--- START ---

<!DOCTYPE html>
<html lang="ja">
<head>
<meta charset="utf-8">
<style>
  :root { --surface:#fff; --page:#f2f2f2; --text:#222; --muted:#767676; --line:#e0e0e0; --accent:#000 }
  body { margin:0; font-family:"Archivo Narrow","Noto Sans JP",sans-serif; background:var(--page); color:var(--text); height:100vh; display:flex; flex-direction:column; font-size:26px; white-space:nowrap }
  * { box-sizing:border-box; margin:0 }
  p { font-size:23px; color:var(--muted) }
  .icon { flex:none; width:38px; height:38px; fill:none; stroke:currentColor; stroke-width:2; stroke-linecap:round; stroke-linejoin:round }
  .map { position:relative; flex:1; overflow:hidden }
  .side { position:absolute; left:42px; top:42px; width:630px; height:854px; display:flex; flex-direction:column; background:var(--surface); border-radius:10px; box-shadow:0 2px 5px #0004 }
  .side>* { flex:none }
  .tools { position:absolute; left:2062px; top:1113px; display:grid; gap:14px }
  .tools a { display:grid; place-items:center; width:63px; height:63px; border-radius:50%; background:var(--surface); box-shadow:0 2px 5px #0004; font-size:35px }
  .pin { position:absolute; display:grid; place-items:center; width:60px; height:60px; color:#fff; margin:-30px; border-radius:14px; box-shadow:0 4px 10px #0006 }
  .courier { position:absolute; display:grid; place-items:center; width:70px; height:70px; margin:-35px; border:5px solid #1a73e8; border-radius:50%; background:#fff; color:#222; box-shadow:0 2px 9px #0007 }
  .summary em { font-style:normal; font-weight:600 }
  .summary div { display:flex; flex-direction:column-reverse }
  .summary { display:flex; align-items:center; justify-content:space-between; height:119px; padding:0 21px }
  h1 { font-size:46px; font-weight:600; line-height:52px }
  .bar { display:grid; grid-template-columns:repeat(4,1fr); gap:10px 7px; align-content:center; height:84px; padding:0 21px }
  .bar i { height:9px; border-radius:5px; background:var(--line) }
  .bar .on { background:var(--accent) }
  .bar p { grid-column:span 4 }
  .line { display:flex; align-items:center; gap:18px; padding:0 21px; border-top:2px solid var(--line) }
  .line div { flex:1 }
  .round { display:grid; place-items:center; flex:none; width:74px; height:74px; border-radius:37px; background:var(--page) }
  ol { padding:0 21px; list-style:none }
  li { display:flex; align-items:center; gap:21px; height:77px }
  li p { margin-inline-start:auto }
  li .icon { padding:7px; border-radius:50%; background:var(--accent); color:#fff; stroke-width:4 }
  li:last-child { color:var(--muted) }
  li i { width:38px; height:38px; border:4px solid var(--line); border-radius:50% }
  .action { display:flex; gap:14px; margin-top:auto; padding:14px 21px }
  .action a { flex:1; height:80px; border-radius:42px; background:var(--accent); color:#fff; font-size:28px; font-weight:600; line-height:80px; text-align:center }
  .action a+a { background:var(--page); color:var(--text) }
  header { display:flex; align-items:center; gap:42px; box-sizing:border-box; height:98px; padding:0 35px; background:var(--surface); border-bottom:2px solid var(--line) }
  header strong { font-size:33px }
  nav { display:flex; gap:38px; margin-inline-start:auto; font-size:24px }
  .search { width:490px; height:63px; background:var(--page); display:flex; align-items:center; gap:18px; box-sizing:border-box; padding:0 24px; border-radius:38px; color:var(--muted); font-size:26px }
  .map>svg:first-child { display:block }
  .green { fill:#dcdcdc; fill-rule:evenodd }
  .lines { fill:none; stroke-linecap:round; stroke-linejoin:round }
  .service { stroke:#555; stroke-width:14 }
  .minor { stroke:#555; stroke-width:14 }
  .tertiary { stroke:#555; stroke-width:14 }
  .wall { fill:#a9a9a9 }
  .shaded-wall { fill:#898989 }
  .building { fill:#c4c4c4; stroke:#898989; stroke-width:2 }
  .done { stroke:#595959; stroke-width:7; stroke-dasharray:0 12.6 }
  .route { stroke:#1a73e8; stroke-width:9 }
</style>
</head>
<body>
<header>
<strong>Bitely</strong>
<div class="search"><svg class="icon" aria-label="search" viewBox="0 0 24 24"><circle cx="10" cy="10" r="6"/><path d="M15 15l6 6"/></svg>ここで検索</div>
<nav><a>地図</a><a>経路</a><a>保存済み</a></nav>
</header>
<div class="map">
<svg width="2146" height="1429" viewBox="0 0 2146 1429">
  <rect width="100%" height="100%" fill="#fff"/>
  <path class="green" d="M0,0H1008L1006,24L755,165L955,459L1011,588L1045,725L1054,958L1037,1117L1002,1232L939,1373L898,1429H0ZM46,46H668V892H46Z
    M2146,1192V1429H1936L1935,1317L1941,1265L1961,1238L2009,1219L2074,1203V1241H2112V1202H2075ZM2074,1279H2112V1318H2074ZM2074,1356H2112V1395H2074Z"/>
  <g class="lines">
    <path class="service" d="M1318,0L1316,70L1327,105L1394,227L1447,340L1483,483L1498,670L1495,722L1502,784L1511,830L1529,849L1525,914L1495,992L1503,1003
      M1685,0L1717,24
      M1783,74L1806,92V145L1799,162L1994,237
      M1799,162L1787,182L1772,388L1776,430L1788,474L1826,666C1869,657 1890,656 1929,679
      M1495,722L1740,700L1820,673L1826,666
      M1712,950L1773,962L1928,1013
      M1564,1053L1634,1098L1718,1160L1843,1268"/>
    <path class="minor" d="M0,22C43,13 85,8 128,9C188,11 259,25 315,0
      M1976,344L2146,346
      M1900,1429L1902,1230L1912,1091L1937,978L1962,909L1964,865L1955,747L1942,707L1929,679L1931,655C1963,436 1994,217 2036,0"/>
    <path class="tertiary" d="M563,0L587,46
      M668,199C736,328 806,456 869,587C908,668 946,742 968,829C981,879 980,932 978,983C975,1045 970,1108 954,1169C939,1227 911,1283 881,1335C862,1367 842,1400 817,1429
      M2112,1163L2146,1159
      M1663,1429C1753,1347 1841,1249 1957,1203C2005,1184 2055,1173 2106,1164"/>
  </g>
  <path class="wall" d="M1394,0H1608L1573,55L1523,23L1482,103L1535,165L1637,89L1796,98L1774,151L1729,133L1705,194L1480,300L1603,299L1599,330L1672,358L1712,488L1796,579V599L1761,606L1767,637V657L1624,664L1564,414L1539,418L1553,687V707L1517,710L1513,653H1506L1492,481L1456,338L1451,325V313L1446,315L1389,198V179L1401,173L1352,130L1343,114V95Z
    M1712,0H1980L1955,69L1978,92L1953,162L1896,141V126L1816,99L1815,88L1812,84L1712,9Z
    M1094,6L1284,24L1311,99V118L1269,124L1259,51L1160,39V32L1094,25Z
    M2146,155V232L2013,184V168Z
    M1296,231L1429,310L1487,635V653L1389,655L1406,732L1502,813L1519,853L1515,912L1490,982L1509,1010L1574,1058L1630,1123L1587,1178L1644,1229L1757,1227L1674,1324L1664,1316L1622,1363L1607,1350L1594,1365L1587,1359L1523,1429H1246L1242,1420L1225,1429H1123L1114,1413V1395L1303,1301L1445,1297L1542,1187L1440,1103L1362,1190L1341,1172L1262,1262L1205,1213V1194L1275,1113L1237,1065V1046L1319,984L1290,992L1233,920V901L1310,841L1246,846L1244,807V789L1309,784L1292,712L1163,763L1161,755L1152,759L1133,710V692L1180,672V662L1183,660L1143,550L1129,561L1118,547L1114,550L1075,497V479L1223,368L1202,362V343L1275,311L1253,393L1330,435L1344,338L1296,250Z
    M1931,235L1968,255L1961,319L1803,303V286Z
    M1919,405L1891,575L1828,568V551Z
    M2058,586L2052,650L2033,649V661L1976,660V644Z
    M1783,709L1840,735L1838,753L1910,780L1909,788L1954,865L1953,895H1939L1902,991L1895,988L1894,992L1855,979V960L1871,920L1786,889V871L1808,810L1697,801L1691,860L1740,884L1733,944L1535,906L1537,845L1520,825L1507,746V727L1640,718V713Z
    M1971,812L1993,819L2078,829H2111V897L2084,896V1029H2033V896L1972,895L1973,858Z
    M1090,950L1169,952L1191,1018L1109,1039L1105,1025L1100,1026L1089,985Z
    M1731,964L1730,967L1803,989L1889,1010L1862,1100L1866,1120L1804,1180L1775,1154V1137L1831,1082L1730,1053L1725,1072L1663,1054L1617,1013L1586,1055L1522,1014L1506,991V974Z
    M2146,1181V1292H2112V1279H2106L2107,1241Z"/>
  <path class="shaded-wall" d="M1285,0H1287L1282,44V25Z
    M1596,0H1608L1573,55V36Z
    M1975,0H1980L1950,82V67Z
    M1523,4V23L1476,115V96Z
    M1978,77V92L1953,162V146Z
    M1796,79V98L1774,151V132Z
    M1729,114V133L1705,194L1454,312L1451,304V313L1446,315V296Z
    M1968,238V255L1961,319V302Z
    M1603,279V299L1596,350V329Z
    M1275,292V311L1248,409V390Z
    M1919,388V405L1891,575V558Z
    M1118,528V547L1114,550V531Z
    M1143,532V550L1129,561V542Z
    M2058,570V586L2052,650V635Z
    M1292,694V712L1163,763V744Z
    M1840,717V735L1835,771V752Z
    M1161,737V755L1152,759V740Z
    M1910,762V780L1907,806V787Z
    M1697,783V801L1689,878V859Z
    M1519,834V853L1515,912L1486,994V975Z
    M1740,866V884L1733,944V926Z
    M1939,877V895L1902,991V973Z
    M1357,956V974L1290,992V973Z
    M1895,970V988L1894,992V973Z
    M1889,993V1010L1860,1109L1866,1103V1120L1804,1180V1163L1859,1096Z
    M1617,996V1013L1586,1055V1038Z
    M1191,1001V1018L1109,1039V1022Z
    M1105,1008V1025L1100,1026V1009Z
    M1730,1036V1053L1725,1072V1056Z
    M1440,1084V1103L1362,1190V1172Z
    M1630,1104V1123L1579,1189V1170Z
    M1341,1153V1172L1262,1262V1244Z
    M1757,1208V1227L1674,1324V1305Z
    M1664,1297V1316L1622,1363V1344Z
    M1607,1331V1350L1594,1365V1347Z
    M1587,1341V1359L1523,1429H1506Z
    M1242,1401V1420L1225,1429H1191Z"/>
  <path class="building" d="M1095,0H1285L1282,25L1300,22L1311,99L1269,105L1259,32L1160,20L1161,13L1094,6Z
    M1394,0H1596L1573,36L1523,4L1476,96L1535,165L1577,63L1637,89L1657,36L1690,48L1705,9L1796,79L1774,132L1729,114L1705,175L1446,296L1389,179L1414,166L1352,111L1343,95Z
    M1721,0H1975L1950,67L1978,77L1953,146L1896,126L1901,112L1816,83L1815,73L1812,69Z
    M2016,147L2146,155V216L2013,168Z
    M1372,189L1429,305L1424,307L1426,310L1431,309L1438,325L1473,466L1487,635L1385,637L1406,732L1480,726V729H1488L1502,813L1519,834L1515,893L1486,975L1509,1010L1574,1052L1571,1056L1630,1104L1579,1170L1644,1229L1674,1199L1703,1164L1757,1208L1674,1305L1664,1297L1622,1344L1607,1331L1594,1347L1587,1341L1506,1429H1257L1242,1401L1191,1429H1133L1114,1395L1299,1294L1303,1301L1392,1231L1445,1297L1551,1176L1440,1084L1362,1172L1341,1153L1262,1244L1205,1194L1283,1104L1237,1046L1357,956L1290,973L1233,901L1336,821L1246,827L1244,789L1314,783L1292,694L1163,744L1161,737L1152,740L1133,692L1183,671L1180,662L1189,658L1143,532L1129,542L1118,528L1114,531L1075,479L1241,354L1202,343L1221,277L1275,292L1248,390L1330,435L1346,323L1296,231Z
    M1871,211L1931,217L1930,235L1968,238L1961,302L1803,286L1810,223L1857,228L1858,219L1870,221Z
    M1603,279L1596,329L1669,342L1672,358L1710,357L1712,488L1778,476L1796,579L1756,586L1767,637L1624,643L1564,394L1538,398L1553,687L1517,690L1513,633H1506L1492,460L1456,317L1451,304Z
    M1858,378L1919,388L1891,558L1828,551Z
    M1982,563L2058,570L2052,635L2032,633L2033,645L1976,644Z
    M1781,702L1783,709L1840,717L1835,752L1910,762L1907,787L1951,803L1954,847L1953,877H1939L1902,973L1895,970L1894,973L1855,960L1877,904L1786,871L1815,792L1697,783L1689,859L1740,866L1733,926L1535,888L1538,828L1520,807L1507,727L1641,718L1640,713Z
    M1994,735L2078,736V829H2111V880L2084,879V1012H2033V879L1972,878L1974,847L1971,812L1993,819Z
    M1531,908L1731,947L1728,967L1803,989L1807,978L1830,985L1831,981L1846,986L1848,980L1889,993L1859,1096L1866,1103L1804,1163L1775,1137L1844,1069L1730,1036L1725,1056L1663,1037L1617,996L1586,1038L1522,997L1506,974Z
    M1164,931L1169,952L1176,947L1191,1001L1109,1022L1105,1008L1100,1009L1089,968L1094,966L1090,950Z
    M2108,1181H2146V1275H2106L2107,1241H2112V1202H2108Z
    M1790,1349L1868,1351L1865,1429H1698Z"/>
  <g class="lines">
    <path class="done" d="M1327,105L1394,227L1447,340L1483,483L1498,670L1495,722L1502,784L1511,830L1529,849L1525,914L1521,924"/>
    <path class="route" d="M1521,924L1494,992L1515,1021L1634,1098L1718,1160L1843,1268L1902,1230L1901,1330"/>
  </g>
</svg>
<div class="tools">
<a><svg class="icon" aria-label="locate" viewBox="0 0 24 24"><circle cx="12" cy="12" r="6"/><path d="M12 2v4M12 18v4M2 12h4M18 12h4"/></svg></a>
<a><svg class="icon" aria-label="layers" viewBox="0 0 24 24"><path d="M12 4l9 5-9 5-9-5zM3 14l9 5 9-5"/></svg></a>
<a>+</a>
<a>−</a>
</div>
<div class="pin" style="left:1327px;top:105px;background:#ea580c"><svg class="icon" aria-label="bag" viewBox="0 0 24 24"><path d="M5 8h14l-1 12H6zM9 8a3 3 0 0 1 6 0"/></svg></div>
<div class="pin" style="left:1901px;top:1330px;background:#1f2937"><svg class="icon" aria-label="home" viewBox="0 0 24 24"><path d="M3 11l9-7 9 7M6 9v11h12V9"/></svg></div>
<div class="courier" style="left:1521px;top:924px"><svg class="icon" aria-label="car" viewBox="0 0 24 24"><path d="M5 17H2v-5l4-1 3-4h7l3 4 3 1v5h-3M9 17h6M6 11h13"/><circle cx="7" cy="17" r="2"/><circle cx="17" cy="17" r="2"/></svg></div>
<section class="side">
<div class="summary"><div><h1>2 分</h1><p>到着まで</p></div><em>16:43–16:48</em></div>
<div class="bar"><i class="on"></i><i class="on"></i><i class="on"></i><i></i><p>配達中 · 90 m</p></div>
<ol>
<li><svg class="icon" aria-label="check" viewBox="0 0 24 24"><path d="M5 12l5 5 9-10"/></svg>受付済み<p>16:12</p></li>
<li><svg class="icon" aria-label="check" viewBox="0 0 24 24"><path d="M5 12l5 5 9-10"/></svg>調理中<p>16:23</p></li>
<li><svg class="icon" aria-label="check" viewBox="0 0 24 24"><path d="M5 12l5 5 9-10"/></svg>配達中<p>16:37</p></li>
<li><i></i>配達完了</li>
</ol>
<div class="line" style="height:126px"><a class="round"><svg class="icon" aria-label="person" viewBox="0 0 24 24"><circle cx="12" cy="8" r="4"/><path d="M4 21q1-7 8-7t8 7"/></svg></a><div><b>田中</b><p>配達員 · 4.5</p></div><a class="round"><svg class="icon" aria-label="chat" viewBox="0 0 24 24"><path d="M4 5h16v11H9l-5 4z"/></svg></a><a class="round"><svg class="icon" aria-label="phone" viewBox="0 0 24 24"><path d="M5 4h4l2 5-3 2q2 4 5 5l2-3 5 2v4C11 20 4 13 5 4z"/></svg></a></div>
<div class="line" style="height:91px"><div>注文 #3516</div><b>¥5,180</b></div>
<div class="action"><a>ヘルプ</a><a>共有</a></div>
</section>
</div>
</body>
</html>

--- END ---
--- START ---

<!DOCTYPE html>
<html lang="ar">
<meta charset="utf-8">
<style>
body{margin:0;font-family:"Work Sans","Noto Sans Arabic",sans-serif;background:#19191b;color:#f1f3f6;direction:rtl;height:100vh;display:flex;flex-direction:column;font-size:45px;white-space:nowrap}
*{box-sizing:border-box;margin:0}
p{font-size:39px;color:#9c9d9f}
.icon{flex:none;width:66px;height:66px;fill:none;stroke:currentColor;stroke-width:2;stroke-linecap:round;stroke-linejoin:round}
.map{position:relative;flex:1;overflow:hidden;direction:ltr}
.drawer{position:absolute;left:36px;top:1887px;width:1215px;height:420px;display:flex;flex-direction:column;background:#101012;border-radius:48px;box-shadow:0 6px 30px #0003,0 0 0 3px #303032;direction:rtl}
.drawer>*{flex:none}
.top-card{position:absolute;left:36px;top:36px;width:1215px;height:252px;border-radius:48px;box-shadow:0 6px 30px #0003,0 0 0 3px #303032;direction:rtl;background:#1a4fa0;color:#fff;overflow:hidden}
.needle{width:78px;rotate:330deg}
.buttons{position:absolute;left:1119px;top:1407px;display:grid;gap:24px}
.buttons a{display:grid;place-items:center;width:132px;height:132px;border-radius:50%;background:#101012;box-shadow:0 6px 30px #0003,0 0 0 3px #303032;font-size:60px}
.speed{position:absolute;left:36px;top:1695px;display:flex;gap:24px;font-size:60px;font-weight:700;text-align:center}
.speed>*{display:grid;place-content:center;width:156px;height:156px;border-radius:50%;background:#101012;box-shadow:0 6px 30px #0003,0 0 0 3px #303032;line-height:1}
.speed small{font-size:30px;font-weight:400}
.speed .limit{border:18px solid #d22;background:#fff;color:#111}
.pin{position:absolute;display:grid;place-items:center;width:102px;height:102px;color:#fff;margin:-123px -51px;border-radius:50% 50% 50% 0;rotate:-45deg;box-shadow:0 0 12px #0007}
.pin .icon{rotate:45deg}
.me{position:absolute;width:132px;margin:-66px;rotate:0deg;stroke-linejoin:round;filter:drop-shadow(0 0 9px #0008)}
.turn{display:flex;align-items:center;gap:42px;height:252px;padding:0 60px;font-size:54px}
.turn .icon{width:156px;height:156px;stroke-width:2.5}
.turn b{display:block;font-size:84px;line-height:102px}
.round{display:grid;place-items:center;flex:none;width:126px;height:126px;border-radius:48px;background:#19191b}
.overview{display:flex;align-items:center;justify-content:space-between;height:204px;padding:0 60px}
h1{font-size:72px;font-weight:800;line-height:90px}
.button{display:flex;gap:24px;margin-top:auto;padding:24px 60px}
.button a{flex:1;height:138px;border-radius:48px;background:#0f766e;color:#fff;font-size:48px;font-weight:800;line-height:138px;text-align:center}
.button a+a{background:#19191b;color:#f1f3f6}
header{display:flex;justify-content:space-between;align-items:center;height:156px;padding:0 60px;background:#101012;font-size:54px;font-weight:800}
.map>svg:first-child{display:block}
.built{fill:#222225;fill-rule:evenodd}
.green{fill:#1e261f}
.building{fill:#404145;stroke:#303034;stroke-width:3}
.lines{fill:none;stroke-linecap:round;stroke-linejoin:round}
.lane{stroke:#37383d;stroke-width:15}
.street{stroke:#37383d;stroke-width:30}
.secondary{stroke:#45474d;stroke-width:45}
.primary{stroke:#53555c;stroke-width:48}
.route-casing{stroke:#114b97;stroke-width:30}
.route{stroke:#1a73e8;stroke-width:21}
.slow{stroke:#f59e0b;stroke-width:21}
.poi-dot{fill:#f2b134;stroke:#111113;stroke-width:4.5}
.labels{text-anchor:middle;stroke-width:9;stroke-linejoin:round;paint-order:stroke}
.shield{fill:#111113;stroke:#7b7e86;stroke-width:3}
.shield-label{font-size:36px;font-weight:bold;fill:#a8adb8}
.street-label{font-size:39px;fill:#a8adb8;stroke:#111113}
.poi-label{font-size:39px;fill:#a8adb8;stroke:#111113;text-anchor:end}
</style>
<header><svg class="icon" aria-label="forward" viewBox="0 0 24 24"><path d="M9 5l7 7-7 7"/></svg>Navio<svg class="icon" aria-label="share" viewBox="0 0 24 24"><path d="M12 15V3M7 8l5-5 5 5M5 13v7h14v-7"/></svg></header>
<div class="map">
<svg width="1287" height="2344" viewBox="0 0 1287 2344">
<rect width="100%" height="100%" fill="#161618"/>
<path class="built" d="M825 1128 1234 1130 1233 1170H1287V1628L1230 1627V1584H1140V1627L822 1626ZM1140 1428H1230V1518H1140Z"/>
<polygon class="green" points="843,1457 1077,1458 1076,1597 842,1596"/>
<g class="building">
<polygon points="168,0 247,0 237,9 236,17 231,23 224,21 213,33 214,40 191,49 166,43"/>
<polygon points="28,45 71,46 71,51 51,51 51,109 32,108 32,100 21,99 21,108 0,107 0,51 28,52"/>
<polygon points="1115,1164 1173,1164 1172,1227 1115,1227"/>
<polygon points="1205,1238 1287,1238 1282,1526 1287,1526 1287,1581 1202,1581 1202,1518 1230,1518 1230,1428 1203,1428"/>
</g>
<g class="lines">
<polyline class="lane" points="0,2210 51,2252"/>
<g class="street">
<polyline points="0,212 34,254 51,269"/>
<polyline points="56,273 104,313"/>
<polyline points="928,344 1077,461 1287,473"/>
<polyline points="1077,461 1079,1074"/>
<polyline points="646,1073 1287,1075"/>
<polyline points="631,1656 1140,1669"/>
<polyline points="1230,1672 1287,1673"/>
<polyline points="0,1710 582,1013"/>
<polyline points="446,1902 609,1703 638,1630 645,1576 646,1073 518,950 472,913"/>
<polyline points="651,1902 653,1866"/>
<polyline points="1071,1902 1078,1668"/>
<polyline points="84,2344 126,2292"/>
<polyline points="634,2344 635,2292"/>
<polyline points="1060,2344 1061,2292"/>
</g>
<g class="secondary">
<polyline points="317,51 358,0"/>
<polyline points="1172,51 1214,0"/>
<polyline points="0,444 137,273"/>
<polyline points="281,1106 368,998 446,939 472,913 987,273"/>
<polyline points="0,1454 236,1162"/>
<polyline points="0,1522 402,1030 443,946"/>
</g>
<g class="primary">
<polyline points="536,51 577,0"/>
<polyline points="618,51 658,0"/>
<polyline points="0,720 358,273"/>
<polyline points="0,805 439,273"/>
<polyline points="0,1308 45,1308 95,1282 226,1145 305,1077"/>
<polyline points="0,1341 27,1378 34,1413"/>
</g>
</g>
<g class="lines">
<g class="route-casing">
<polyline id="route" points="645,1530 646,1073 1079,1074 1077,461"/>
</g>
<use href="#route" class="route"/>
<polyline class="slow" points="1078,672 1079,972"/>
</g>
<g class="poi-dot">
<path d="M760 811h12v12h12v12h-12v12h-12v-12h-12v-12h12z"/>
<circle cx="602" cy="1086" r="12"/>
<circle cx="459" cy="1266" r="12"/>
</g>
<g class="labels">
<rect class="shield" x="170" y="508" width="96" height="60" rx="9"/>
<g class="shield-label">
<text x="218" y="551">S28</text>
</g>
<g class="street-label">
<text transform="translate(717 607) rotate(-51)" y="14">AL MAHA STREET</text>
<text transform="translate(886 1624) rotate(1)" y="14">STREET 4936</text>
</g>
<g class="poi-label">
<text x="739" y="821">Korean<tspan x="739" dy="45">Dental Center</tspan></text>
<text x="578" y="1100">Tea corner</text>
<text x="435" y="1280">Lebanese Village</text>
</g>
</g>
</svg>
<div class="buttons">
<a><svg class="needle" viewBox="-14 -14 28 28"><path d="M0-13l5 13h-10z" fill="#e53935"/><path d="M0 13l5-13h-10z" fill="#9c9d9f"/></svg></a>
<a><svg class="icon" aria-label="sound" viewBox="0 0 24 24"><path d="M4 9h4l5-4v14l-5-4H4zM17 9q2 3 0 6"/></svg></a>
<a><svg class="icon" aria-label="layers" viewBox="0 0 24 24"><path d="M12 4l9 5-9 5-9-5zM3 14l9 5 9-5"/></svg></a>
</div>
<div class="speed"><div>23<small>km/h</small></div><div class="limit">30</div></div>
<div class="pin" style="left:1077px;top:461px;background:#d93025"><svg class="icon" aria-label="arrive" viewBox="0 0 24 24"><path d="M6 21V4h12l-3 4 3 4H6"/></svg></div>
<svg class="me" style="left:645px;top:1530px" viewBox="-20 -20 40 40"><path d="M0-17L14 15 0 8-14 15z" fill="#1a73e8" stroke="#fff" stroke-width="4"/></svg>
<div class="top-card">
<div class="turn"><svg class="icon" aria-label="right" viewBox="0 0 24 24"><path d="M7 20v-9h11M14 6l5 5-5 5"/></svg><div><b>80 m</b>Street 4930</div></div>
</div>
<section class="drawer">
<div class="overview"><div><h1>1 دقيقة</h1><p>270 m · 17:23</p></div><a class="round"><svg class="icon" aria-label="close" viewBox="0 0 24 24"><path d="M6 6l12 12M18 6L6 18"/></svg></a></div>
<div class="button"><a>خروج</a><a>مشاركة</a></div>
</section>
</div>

--- END ---

_PROBLEM TO SOLVE_. Each line in the data that holds the string "limit" needs to be copied.

_OUTPUT FOR THIS TASK_.
.speed .limit{border:18px solid #d22;background:#fff;color:#111}
<div class="speed"><div>23<small>km/h</small></div><div class="limit">30</div></div>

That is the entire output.